# Dallas/Ft.Worth Area "FUN SHOW"



## apbtproud

North Texas Bully Breed Club hosting 
2nd Annual Pit Bull Awareness Day in Grand Prairie, TX
Oct. 18th

*Benefiting Endangered Breeds Association (EBA)*

Location: Mountain Creek Park in Grand Prairie
(Corner of Lakeview and Hardy Rd.)
Call 214-929-8815 for Directions

Come and join a Family Fun Filled Day
Kids Corner
Vendors
Food
Raffles
Fun-Fun Show
Fun-Conformation Show (3 show rings) ADBA, UKC/AKC & ABKC 
Drag-Sled Weight Pull Race
Categories: 
Howl-o-ween Costume Contest
Biggest Head
Pocket Pit
Juniors Handler
Best Male
Best Female
Class: 3-6mo
7-12mo
1-2yrs
3-seniors

Raffle tickets, We have received generous donations just to name a few companies: Diamond Pet, Canidae, Kong Toys, Hot Dog Collars and more..
More info or to pre register go to
ntbbc.com


----------



## apbtproud




----------



## apbtproud

Don't forget the proceeds of this show is to Help Fight Against BSL
EBA -(Texas Fund)

See ya'll there..:thumbsup:


----------



## apbtproud




----------



## Oldcutm

Cool I might get a chance to stop and check it out!


----------



## blurzredg4

dang it i missed it! anyone know when any other fun type shows are going to be in the dfw area


----------



## apbtmom76

there is an all breeds fun show in Cleburne at the sherriff's posse arena on 11/30. Registration starts at 9:30. I will be there.

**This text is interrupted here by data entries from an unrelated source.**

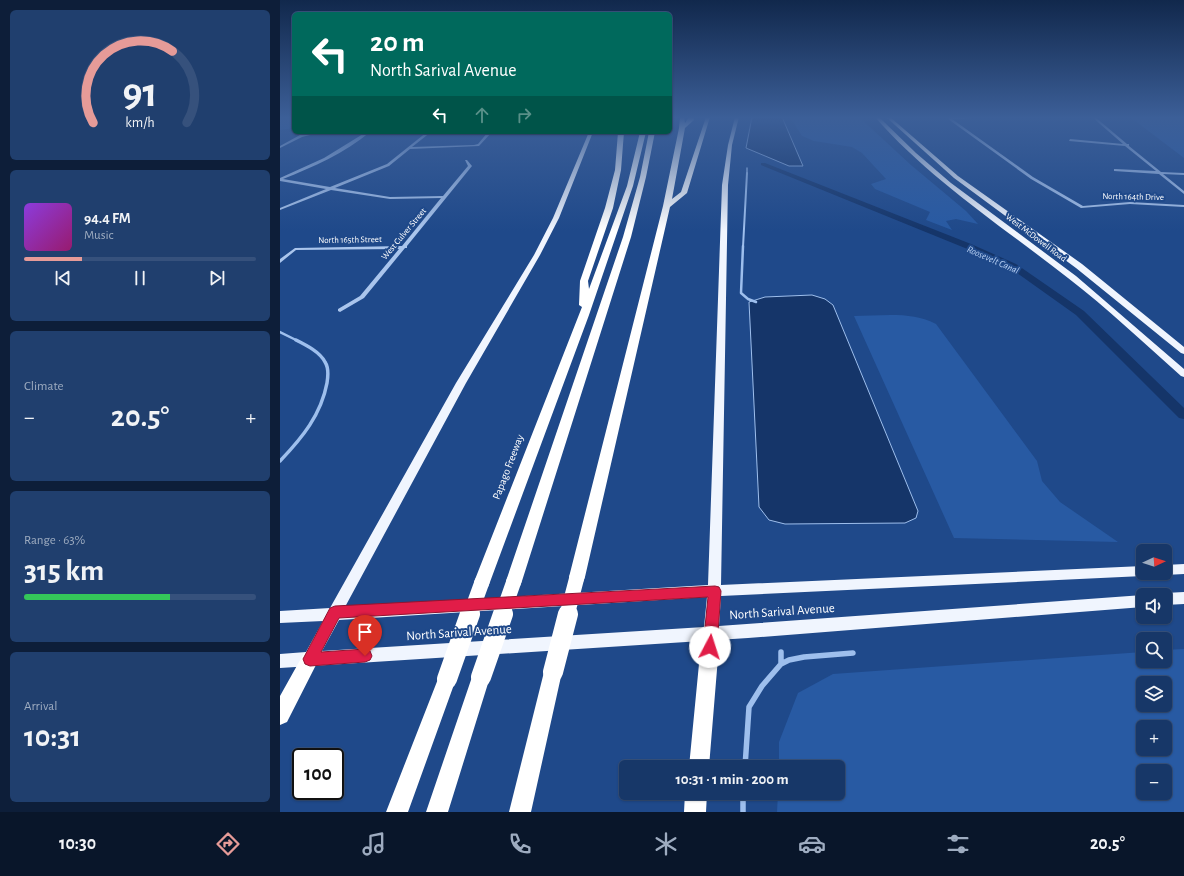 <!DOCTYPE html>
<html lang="en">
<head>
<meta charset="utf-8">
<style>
	:root { --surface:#173768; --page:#203f6e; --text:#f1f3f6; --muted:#9eacc0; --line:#36517c; --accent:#e69b98 }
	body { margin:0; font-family:"Alegreya Sans",sans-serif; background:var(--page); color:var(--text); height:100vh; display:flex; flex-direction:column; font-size:15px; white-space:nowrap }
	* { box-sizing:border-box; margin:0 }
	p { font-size:13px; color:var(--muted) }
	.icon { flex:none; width:22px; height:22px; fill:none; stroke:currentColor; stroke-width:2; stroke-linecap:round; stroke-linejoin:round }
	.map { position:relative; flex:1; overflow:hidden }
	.panel { display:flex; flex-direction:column; gap:10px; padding:10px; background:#0d1e39; width:280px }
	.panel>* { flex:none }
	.hud { position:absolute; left:12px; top:12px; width:380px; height:122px; border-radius:6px; box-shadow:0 1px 3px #0004,0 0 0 1px var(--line); background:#00695c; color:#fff; overflow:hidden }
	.needle { width:26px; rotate:86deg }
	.fabs { position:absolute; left:856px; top:544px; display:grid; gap:8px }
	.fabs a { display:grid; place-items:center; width:36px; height:36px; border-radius:6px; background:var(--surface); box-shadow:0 1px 3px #0004,0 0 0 1px var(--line); font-size:20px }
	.speed { position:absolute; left:12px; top:748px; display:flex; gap:8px; font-size:20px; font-weight:700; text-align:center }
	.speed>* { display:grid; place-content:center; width:52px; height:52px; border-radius:50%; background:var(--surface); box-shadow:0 1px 3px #0004,0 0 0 1px var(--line); line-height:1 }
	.speed .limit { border:2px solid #111; border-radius:6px; background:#fff; color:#111 }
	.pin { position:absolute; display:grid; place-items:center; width:34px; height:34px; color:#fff; margin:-41px -17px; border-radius:50% 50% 50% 0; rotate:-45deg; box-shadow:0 0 4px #0007 }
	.pin .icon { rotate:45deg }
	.me { position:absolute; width:44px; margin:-22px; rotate:5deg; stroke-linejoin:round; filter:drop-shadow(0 0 3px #0008) }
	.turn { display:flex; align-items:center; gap:14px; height:84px; padding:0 12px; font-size:18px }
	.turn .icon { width:52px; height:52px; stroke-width:2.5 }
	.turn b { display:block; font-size:28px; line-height:34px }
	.lanes { display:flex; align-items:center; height:38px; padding:0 12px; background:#0003; justify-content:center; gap:20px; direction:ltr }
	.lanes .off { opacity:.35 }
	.big { font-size:30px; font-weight:600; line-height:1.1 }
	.panel .widget { flex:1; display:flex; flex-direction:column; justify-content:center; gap:6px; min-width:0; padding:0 14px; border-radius:6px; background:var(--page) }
	.panel .dial { align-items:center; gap:0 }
	.dial svg { height:104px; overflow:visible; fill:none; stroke:var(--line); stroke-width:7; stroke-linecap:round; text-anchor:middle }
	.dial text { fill:var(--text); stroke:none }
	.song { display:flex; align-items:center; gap:12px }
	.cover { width:48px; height:48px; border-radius:6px; background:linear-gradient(135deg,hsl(270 70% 55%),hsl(320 70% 35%)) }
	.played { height:4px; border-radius:2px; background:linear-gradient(90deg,var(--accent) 25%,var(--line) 25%) }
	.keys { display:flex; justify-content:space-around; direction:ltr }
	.heat { display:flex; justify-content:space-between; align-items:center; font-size:22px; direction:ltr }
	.charge { height:6px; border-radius:3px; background:linear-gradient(90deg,#34c759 63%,var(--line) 0) }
	.trip { position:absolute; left:339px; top:760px; width:226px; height:40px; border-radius:6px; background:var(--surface); box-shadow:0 1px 3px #0004,0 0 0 1px var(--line); font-weight:600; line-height:40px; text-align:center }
	.tabs { display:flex; height:64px; justify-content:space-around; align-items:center; background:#09162a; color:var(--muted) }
	.tabs .icon { width:28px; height:28px }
	.tabs .selected { color:var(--accent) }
	.tabs b { font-size:18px; color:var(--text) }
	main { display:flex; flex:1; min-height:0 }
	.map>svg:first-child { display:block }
	.green { fill:#285aa3; fill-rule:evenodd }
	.water { fill:#153569; stroke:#9ebfed }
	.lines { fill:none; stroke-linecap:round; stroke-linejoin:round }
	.stream-far4 { stroke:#9ebfed; stroke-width:1.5 }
	.stream-far3 { stroke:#9ebfed; stroke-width:2 }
	.stream-far2 { stroke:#9ebfed; stroke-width:2.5 }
	.stream-far1 { stroke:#9ebfed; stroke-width:3.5 }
	.stream { stroke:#9ebfed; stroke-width:5.5 }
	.canal { fill:#153569; fill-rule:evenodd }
	.minor { fill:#aac5ec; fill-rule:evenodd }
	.major { fill:#f0f5fe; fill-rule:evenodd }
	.highway { fill:#fff; fill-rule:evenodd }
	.highway-bridge-far1 { stroke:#fff; stroke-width:15 }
	.highway-bridge { stroke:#fff; stroke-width:20 }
	.route { fill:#e11d48; stroke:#92132f }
	.labels { text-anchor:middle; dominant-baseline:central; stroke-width:4; stroke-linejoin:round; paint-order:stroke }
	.far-street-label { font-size:9px; fill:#fff; stroke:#1f498a }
	.far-water-label { font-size:10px; font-style:italic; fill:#b6cff3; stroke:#1f498a }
	.street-label { font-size:11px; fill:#fff; stroke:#1f498a }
	.near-street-label { font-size:13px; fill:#fff; stroke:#1f498a }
</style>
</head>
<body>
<main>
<section class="panel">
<div class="widget dial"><svg viewBox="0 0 100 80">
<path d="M14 69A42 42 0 1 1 86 69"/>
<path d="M14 69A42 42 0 0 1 75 14" stroke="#e69b98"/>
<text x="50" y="56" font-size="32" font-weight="700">91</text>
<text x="50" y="72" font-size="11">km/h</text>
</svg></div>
<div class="widget">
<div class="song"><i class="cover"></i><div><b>94.4 FM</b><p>Music</p></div></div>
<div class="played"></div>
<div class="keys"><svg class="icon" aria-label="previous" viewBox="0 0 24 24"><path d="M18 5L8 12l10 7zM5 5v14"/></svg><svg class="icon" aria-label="pause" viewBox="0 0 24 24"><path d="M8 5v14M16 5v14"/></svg><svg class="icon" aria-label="next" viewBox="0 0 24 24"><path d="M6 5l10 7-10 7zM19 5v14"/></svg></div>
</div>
<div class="widget"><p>Climate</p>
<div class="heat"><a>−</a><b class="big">20.5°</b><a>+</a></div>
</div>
<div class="widget"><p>Range · 63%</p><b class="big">315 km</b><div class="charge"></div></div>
<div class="widget"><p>Arrival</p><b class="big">10:31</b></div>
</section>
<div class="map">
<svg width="904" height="812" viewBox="0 0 904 812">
	<rect width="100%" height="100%" fill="#1f498a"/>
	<path class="green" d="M0,117H14V128L0,130Z
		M510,117H579L631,165L686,211L698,224L676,219L666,221L672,230L646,220L650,212L595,189L591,184L606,179L582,153L572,147L534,141L522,136Z
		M850,117H904V158Z
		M574,316C601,316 632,311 656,324L757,461L762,481L780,502L838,542L674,538Z
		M904,649V812H497L498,793H558V767H499V742L518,693L553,674L863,652V661H885V650ZM863,683H885V705H863ZM863,727H885V749H863ZM863,771H885V793H863Z"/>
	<path class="water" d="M472,117H502L523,166H509L466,148Z
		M532,295L545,299L553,305L638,511L636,518L625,523L505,524L489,520L479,507L469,302L485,297Z"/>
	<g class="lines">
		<path class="stream-far4" d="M467,174V168"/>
		<path class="stream-far3" d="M463,247L467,173"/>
		<path class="stream-far2" d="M463,246L461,293L468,299L476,302
			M0,332L18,341"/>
		<path class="stream-far1" d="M0,461C22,438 41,415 47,383C48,377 49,368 45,362C40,352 26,345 16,340"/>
		<path class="stream" d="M501,652V664
			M465,767L469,707L482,686L501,664L509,660L524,657L573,653
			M463,793V812"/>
		<path class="canal" d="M481,163H485L691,244L736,264L804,311L904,408V419L899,418L796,315L730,268L685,248L481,165Z"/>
		<path class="minor" d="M668,117H714L672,119L753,177L803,206L850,202L904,205V207L850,204L801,208L751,179L668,119Z
			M812,117H815L847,144H849V146L881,172L904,173V175L883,174L904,191V194L879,174L834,171V169H835L876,171L845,146L789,141L790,139L843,144Z
			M90,132C65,153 33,167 3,179L50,187L107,164L147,132H151L132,147L194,145L198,144L208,132H212L199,146L130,149L109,166L55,188L110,197L163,196L188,166L185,160H187L192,166L127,246V248H125L84,298L60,312L58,311V309L80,296L119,249L16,250L0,263V259L15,248L122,246L161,198L110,199L51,190L0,210V208L46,189L0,181V178L44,158L83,134L30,135L22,137L0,148V146L20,135L30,133Z"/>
		<path class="major" d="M455,117H459L452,145L448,185L441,585L863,566V573H869L863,576L441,596L439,626L863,595V607L468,638L0,668V654L26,652L43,621L0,623V611L50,608L176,383L254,255L273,218L309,132H313L279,218L260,255L186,383L65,607L428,585L442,185L448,145ZM427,597L424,627L42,651L59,620Z
			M595,117H599L636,153L671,183L796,276L904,369V377L901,376C864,343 827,308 788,278C723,227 650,180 595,117Z
			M606,117H610L678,176L802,264L904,347V354L901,353L796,268L674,178Z
			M904,564V574L885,575L880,573H885V565Z
			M904,592V604L885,605V595H880L885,593Z"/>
		<path class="highway" d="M400,117H404L405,123L409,117H413L414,120L405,128L392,199L401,192L426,117H430L407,193L390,207L305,577L303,582L297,584L291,582L289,577L383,206L399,128Z
			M338,132H344L341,170L333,208L308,281L309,289L347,186L360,132H366L353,186L309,315L210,582L208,587L202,589L196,587L194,582L302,307L299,305L300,281L325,208L335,170Z
			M369,132H375L366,177L351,237L242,581L240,586L234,588L228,586L226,581L343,237L360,177Z
			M431,625L437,627L440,633L429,767H409L422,633L425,627Z
			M30,651L36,653L39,659L7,722L0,725V696L24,653Z
			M273,663L280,666L282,672L251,812H229L264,672L266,666Z
			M201,668L208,671L210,677L168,812H146L192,677L194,671Z
			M167,670L174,673L176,679L128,812H106L158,679L160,673Z
			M405,793H427L426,812H404Z"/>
		<path class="highway-bridge-far1" d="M190,615L202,582
			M222,615L234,581
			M287,615L297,577"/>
		<path class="highway-bridge" d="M273,672L288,614
			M201,677L223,614
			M167,679L190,614"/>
	</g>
	<linearGradient id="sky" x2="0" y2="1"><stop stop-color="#11284c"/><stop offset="0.51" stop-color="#3c5f98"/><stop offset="1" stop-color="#3c5f98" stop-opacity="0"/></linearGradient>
	<rect width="904" height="231" fill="url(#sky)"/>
	<path class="route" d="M435,586L439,587L441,591L437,647L435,651L430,653L425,651L423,647L428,597L59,618L41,652L85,649L90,651L92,656L90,660L85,662L30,666L25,664L23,659L50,608L55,606Z"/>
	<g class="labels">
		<g class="far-street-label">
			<text transform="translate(853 197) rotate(1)">North 164th Drive</text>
			<text transform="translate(124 234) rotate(-50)">West Culver Street</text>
			<text transform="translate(756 238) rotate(37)">West McDowell Road</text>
			<text transform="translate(70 240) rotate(-1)">North 165th Street</text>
		</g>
		<g class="far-water-label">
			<text transform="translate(713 260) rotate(24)">Roosevelt Canal</text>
		</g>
		<g class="street-label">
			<text transform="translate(228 467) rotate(-69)">Papago Freeway</text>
		</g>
		<g class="near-street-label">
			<text transform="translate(502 612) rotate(-4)">North Sarival Avenue</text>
			<text transform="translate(179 633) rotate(-4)">North Sarival Avenue</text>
		</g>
	</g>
</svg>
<div class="fabs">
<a><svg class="needle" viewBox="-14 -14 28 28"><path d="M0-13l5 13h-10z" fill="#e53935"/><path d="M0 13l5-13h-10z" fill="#9eacc0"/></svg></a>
<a><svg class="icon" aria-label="sound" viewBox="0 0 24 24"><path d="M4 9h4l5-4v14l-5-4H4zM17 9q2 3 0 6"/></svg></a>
<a><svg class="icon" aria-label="search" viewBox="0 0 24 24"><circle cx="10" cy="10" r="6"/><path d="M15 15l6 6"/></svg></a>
<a><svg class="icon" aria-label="layers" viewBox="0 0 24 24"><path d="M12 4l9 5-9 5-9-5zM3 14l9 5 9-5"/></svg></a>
<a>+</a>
<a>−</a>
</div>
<div class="speed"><div class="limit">100</div></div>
<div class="pin" style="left:85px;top:656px;background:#d93025"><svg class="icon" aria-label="arrive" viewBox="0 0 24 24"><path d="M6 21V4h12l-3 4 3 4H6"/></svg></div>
<svg class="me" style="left:430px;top:647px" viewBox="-20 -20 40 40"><circle r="19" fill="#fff"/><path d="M0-13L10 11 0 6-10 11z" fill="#e11d48"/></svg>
<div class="trip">10:31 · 1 min · 200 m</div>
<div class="hud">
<div class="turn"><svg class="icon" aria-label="left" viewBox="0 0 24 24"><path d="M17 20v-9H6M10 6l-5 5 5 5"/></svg><div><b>20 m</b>North Sarival Avenue</div></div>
<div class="lanes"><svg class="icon" aria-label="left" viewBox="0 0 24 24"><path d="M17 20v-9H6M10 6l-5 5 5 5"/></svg><svg class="icon off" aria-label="ahead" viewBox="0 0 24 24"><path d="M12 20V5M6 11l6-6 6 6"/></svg><svg class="icon off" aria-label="right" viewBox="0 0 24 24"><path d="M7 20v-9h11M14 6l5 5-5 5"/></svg></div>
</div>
</div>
</main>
<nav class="tabs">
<b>10:30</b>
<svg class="icon selected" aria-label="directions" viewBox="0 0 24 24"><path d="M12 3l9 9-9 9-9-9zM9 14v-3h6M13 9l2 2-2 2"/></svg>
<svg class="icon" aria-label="music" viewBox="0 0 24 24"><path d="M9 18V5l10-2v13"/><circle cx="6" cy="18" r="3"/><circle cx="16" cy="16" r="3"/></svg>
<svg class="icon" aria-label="phone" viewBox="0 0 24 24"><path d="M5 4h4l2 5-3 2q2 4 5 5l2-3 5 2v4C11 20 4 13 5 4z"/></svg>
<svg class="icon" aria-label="climate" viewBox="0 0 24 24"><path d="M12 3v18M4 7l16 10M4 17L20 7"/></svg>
<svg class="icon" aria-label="car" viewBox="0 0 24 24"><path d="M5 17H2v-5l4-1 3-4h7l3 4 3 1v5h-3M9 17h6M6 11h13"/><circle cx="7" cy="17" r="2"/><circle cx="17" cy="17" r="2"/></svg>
<svg class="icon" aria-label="filters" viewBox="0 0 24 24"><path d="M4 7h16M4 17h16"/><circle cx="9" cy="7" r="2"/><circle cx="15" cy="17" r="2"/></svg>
<b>20.5°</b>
</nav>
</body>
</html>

Y'all come join us. The proceeds go to benefit Zandra Anderson. The Texas Dog lawyer. 

And on 11/29 the Lone Star State Pit Bull Club is having an ADBA sanctioned confirmation and weight pull in one day at the same place in Cleburne. Le tme see if I can find the flyers for both. Be back ina bit.


----------



## isaac_feedmycanine

I missed this event. Are there any events coming to the DFW area anytime soon?


----------